Snap Inc. shares declined approximately 1.5% on Tuesday, closing at $5.76, as investor skepticism about the company's ongoing turnaround efforts persisted. The drop occurred despite a modest uptick in the broader U.S. stock market, with the Dow Jones Industrial Average gaining 0.45%, the S&P 500 rising 0.13%, and the Nasdaq Composite eking out a 0.03% gain. Communication services, Snap's sector, lagged as the weakest performing group within the S&P 500.
Approximately 39.8 million Snap shares changed hands during the session, and the company's market capitalization settled at $9.7 billion. The stock now sits roughly 45% below its 52-week high of $10.41, set in July 2025, according to MarketWatch data.
Snap has shifted from a user-growth-focused narrative to one centered on profitability. In May, the company reported first-quarter revenue of $1.529 billion, a 12% year-over-year increase. Net loss narrowed to $89 million, while adjusted EBITDA reached $233 million. CEO Evan Spiegel highlighted that daily active users had resumed growth, and margins had improved.

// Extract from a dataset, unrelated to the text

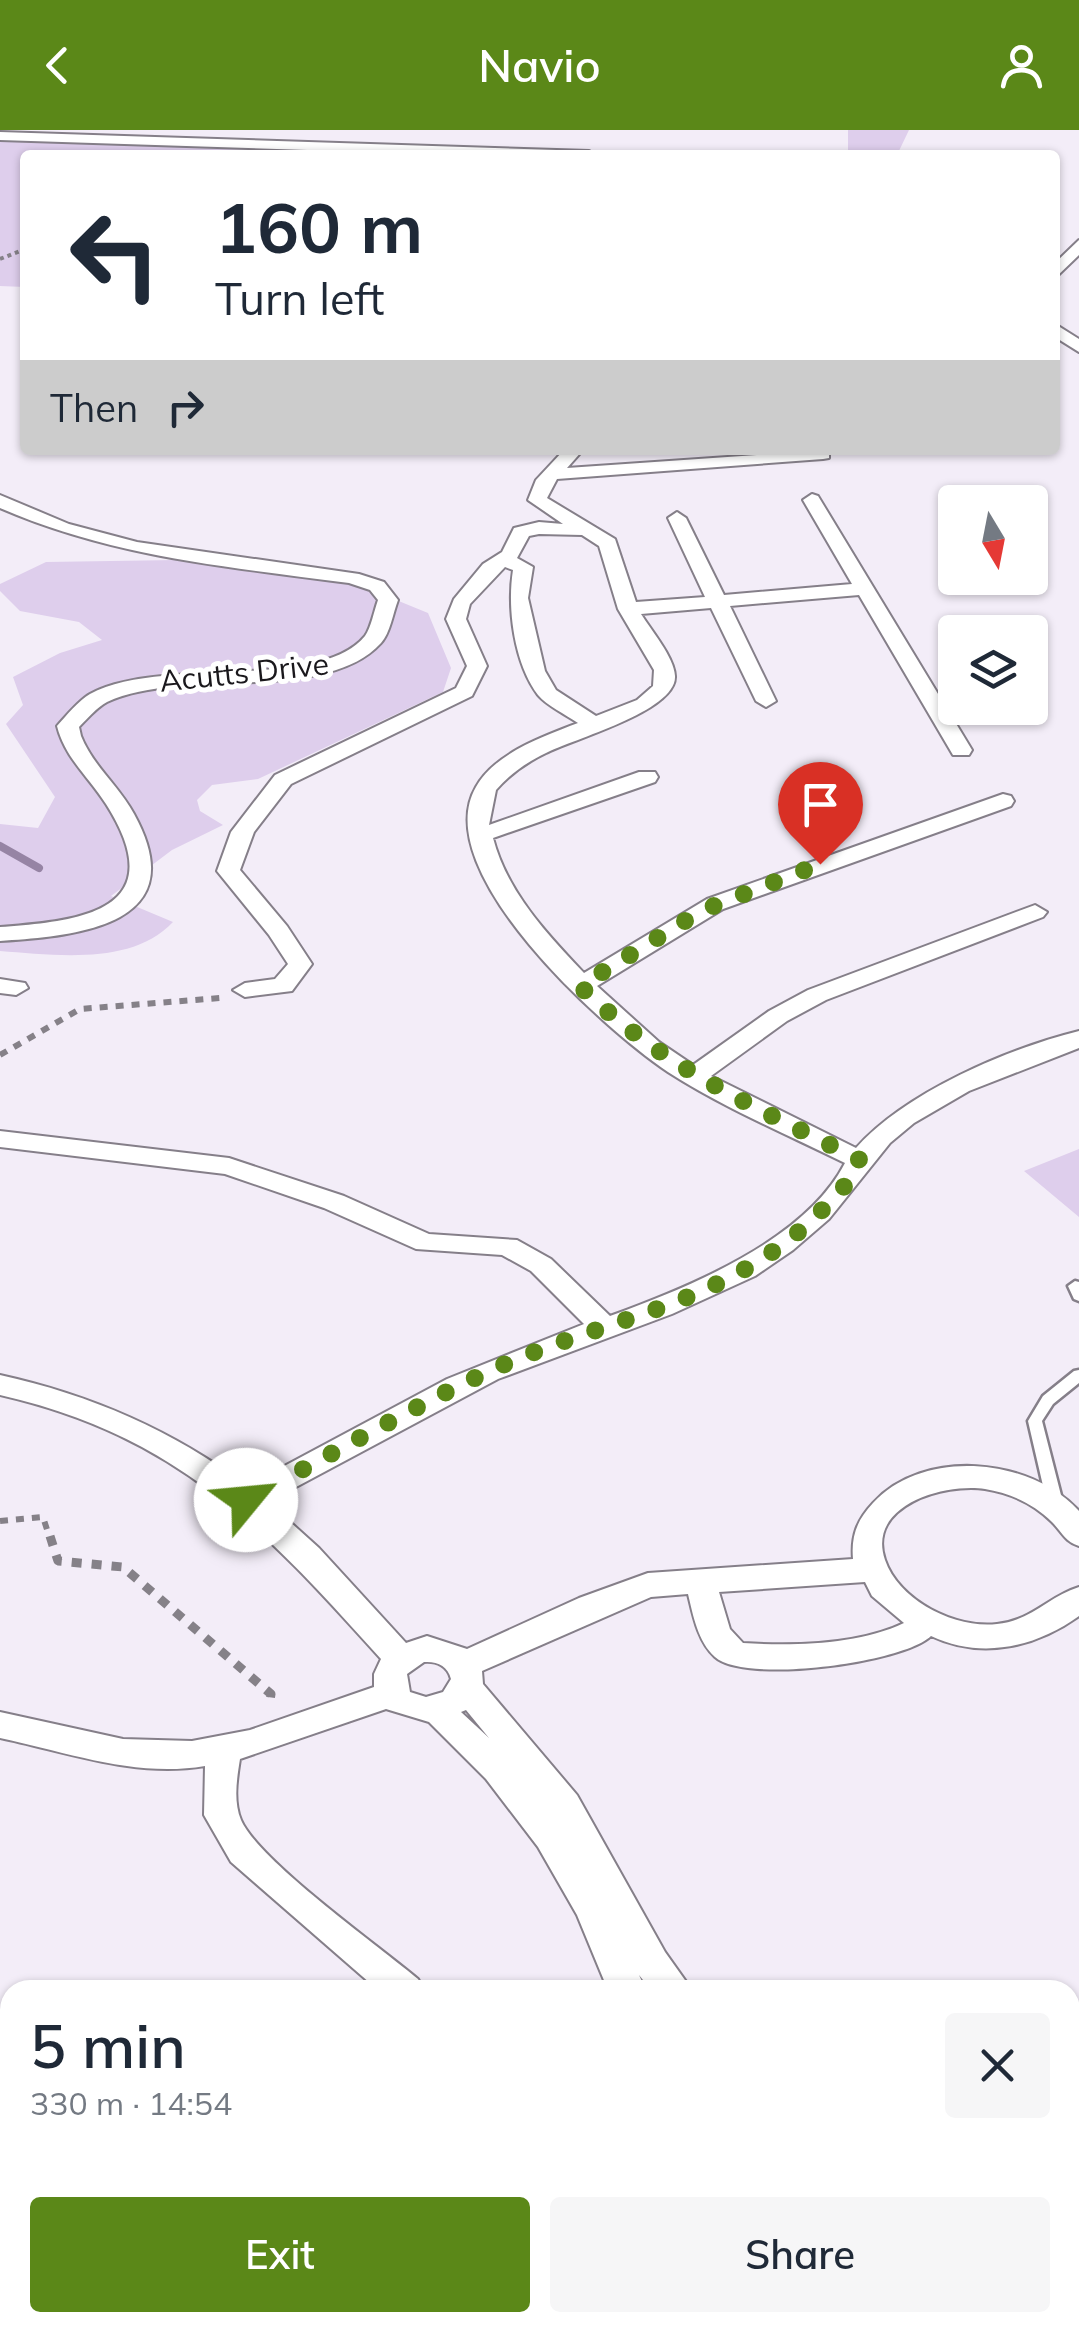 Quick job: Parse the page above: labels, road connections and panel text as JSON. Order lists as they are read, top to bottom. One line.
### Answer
{"streets":{"street":["Acutts Drive"]},"north":"bottom","page":{"header":"Navio","turn":["160 m","Turn left"],"then":"Then","heading":["5 min","330 m · 14:54"],"buttons":["Exit","Share"]}}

Snapchat's daily active users reached 483 million in the quarter, with monthly active users climbing to 956 million.
However, advertising revenue growth remains tepid, rising just 3% to $1.24 billion. Other revenue, which includes subscription services and hardware, surged 87% to $285 million. This divergence underscores the challenge Snap faces in monetizing its user base through its core advertising business.

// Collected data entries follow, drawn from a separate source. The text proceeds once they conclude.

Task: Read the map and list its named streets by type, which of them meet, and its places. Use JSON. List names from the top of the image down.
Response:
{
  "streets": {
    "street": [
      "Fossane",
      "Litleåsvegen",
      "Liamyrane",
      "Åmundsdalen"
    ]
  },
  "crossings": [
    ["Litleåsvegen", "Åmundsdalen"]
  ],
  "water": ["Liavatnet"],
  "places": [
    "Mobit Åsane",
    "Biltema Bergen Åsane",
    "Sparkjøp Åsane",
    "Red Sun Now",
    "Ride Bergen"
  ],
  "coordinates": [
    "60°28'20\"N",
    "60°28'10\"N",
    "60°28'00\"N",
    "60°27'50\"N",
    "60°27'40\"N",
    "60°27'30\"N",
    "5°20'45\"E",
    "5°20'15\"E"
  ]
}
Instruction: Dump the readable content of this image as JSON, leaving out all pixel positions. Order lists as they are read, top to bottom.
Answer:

Cost-cutting measures remain a central pillar of the bull case. In April, Snap announced plans to lay off approximately 1,000 workers, representing 16% of its full-time staff, and close over 300 open positions. The company aims to achieve more than $500 million in annualized savings by the second half of 2026. Russ Mould, investment director at AJ Bell, told Reuters that while cost reductions may placate activist investors in the near term, the long-term viability of Snap's business model remains an open question.

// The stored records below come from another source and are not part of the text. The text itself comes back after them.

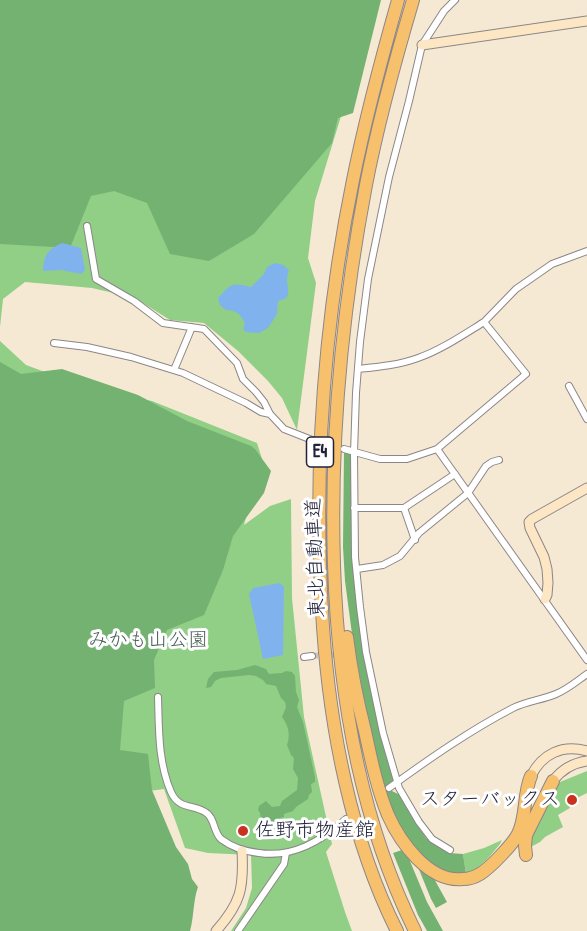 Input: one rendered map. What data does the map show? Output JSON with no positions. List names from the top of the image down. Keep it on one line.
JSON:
{"streets":{"highway":["E4","東北自動車道"]},"parks":["みかも山公園"],"places":["スターバックス","佐野市物産館"]} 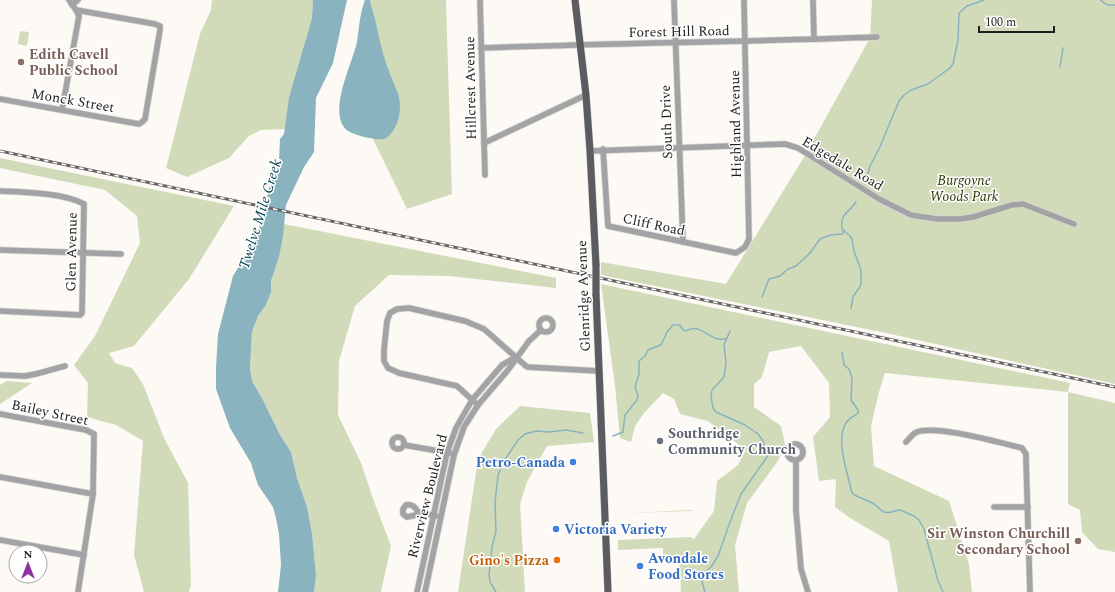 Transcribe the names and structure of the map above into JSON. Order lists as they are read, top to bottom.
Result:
{
  "streets": {
    "main road": ["Glenridge Avenue"],
    "street": [
      "Forest Hill Road",
      "Hillcrest Avenue",
      "Monck Street",
      "South Drive",
      "Highland Avenue",
      "Edgedale Road",
      "Cliff Road",
      "Glen Avenue",
      "Bailey Street",
      "Riverview Boulevard"
    ]
  },
  "crossings": [
    ["Forest Hill Road", "Hillcrest Avenue"],
    ["Forest Hill Road", "South Drive"],
    ["Forest Hill Road", "Highland Avenue"],
    ["Forest Hill Road", "Glenridge Avenue"],
    ["South Drive", "Edgedale Road"],
    ["South Drive", "Cliff Road"],
    ["Highland Avenue", "Edgedale Road"],
    ["Highland Avenue", "Cliff Road"],
    ["Edgedale Road", "Cliff Road"],
    ["Edgedale Road", "Glenridge Avenue"]
  ],
  "water": ["Twelve Mile Creek"],
  "parks": ["Burgoyne Woods Park"],
  "places": [
    "Edith Cavell Public School",
    "Southridge Community Church",
    "Petro-Canada",
    "Victoria Variety",
    "Sir Winston Churchill Secondary School",
    "Gino's Pizza",
    "Avondale Food Stores"
  ],
  "scale_bar": "100 m",
  "north": "top"
}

Snap's finance team is also undergoing changes. CFO Derek Andersen informed the company on April 17 that he would depart for another role, with Vice President Doug Hott set to take over. Andersen stated that his departure was not due to any disagreement with Snap, according to a regulatory filing.
The risks are significant. If advertising growth remains sluggish, cost cuts may merely delay the inevitable squeeze. Meanwhile, spending on Specs, Snap's augmented reality eyewear, could continue to pressure cash flow. The company itself has flagged risks related to profitability, user retention, advertiser competition, and emerging rivals in its outlook.
Investors are now focused on the upcoming Specs update, scheduled for June 16 at the AWE conference. Spiegel has indicated that Snap will provide more details at the event. For the stock, the key question is whether the event can signal a new revenue stream or merely amplify concerns about rising costs.